Jean-François Plante a marqué son 45e but de la saison en deuxième pour donner une priorité de 4-0 aux Tigres.

Aide offensive demandée

Au moins, février est terminé. Les Sags ont conclu hier un mois qu'ils voudront vite oublier avec une 9e défaite en dix matchs. Simplement plus talentueux, les Tigres ont su profiter de leurs occasions pour s'imposer 7-1 au centre Georges-Vézina.
«C'est frustrant», a admis l'entraîneur-chef Patrice Bosch, très calme malgré tout dans son point de presse.
Malgré l'écart encore une fois tout à l'avantage des visiteurs, les Saguenéens ont disputé un bien meilleur match que mercredi contre l'Océanic. En l'absence de Laurent Dauphin, il faut se rendre à l'évidence, les Saguenéens manquent cruellement de finition autour du filet. Les occasions se sont présentées face aux Tigres alors que le pointage était toujours serré, mais pas moyen d'acheter un but, ce qui est devenu la marque de commerce des Sags. L'entraîneur-chef Patrice Bosch a eu beau modifier les combinaisons, rien à faire. «Le manque d'opportunisme, ça nous tue présentement. C'est entre les deux oreilles. Les gars voient qu'on a des chances et qu'on ne marque pas. Je pense que ça vient nous affecter», a laissé tomber Patrice Bosch qui parlait d'un drôle de match dans son bureau.
«J'ai vraiment senti que les chances ratées ne nous aidaient pas au lieu de nous donner un momentum, ce qui n'aurait pas dû être le cas. C'est ce qui arrive quand tu as une équipe fragile. Ce n'est pas une excuse et c'est à nous les entraîneurs de trouver des solutions avec les joueurs, a-t-il exprimé. Je ne peux pas marquer les buts quand les gars sont seuls devant le gardien. Moralement, il faut qu'ils tiennent.»

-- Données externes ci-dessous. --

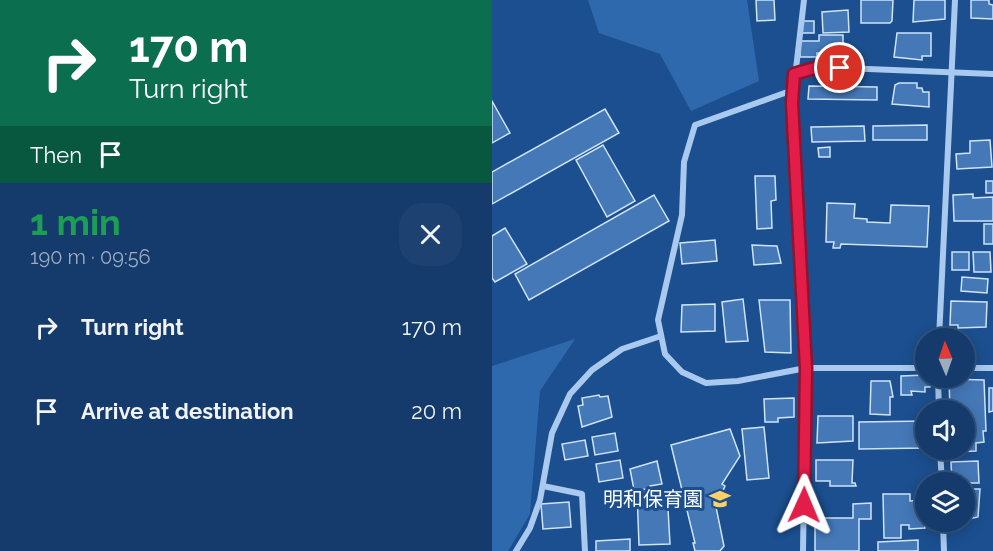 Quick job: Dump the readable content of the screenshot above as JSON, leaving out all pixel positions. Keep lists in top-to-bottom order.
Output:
{
  "places": {
    "school or university": ["明和保育園"]
  },
  "north": "top",
  "page": {
    "turn": ["170 m", "Turn right"],
    "then": "Then",
    "heading": ["1 min", "190 m · 09:56"],
    "list": [
      {
        "name": "Turn right",
        "value": "170 m"
      },
      {
        "name": "Arrive at destination",
        "value": "20 m"
      }
    ]
  }
} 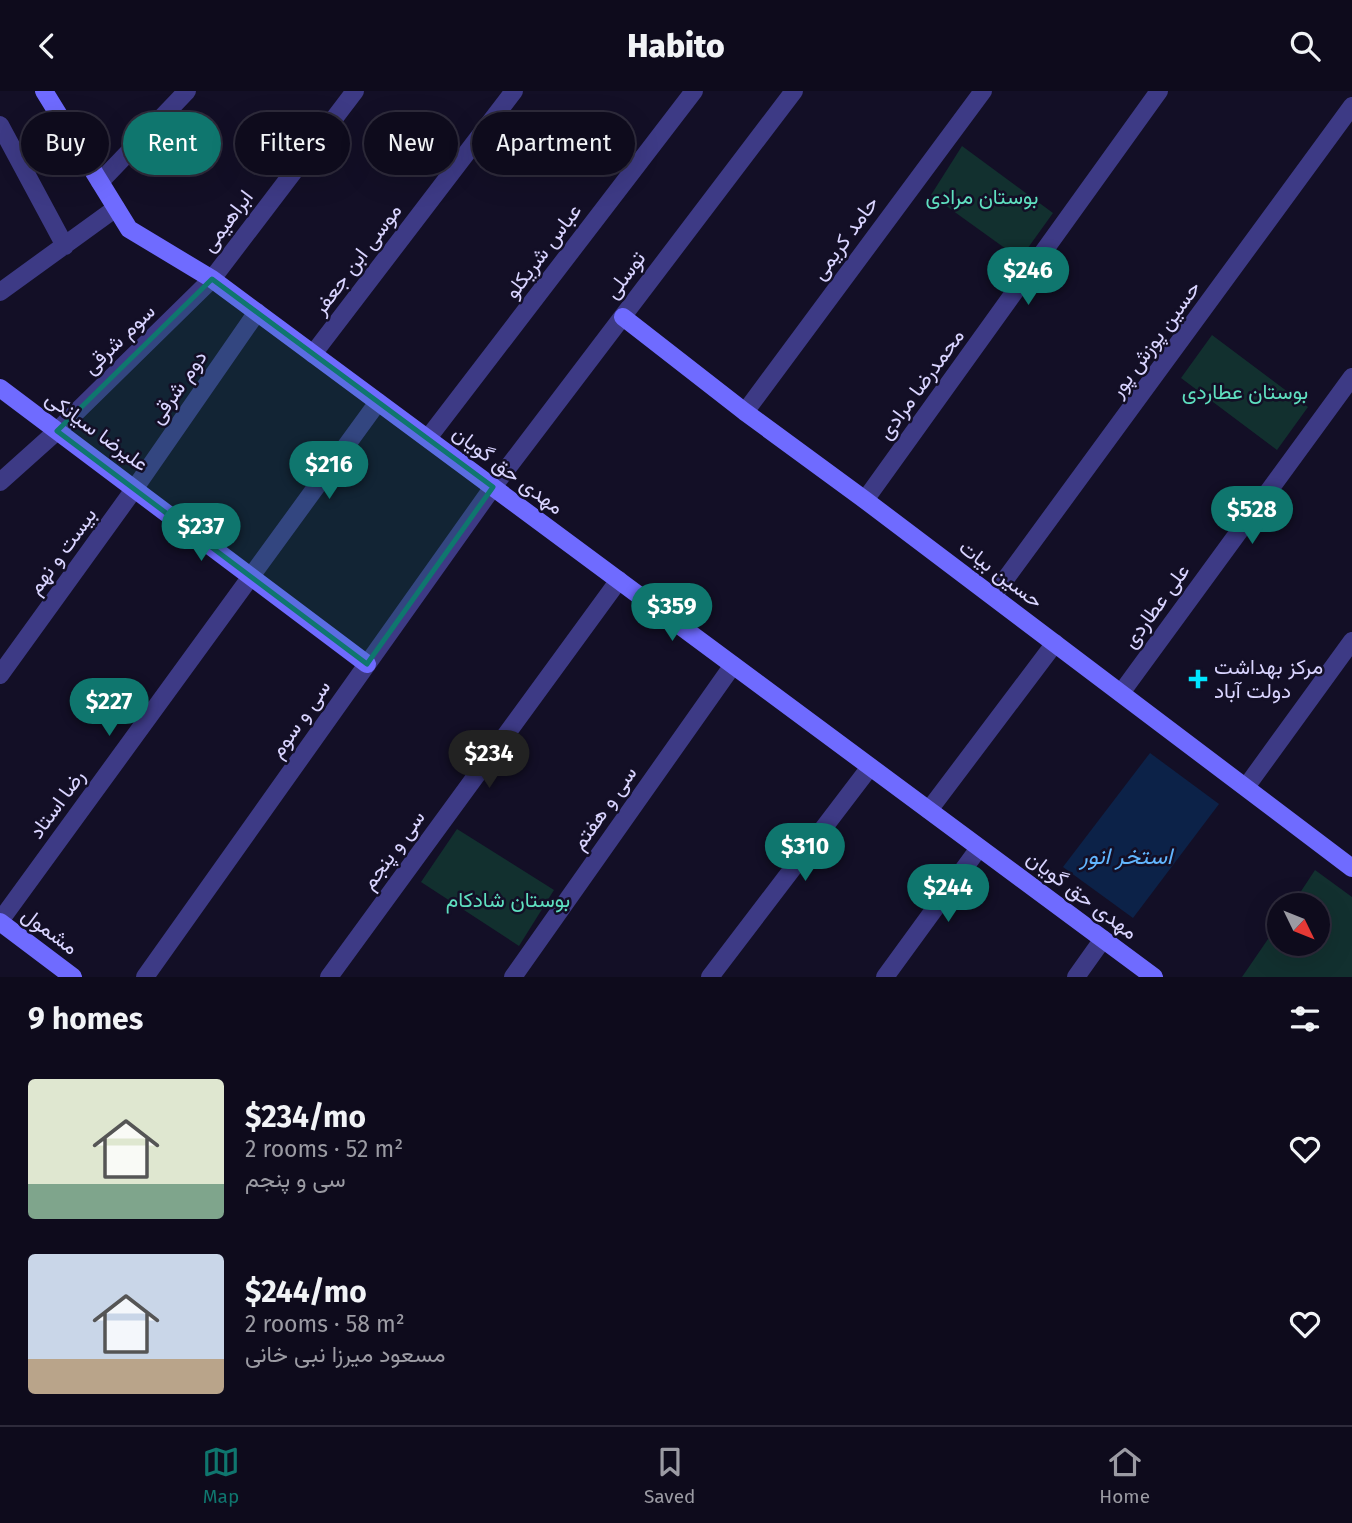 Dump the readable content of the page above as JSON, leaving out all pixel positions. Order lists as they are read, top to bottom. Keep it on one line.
{"streets":{"street":["ابراهیمی","حامد کریمی","عباس شریکلو","موسی ابن جعفر","توسلی","سوم شرقی","حسین پوزش پور","محمدرضا مرادی","دوم شرقی","علیرضا سیانکی","مهدی حق گویان","بیست و نهم","حسین بیات","علی عطاردی","سی و سوم","رضا استاد","سی و هفتم","سی و پنجم","مشمول"]},"crossings":[["ابراهیمی","سوم شرقی"],["ابراهیمی","مهدی حق گویان"],["حامد کریمی","حسین بیات"],["عباس شریکلو","مهدی حق گویان"],["موسی ابن جعفر","مهدی حق گویان"],["توسلی","مهدی حق گویان"],["توسلی","حسین بیات"],["توسلی","سی و سوم"],["سوم شرقی","علیرضا سیانکی"],["سوم شرقی","مهدی حق گویان"],["حسین پوزش پور","حسین بیات"],["محمدرضا مرادی","حسین بیات"],["دوم شرقی","علیرضا سیانکی"],["دوم شرقی","مهدی حق گویان"],["دوم شرقی","بیست و نهم"],["علیرضا سیانکی","بیست و نهم"],["علیرضا سیانکی","سی و سوم"],["علیرضا سیانکی","رضا استاد"],["مهدی حق گویان","سی و سوم"],["مهدی حق گویان","رضا استاد"],["مهدی حق گویان","سی و هفتم"],["مهدی حق گویان","سی و پنجم"],["حسین بیات","علی عطاردی"],["رضا استاد","مشمول"]],"water":["استخر انور"],"parks":["بوستان مرادی","بوستان عطاردی","بوستان شادکام"],"places":{"health":["مرکز بهداشت دولت آباد"]},"north":"bottom right","page":{"header":"Habito","chip":["Buy","Rent","Filters","New","Apartment"],"price":["$246","$216","$528","$237","$359","$227","$234","$310","$244"],"heading":"9 homes","list":[{"name":"$234/mo","note":"2 rooms · 52 m² · سی و پنجم"},{"name":"$244/mo","note":"2 rooms · 58 m² · مسعود میرزا نبی خانی"}],"tabs":["Map","Saved","Home"]}}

Après une première moitié de période partagée, les Tigres ont ouvert la marque sur une séquence très particulière avec l'avantage d'un homme. Bien posté dans l'enclave, Angelo Miceli a marqué, mais immédiatement l'arbitre a indiqué que la rondelle avait frappé la barre horizontale alors que le joueur signifiait le contraire. Le jeu s'est poursuivi pendant trois minutes avant qu'un arrêt de jeu survienne. Les officiels sont allés à la reprise qui a montré que la rondelle avait bien franchi la ligne rouge. Le cadran a donc été remis au temps où le but a été compté. Puis, en fin d'engagement, Carl-Antoine Delisle a surpris Julio Billia avec un tir anodin qui a dévié sur Frédéric Allard pour porter un dur coup aux espoirs des Chicoutimiens. En début de deuxième, Jérémy Bouchard a profité d'une cage pratiquement déserte, mais son tir a frappé la seule chose qui se dressait sur le chemin, la jambe d'un défenseur des Tigres. Le jeu s'est transporté à l'autre bout et Anthony Beaulieu a touché la rondelle au vol pour faire 3-0 et le déficit était insurmontable pour une équipe en panne offensivement. En troisième, la frustration était palpable sur le banc des joueurs, tout comme dans la foule alors que plusieurs amateurs ont quitté avant la fin.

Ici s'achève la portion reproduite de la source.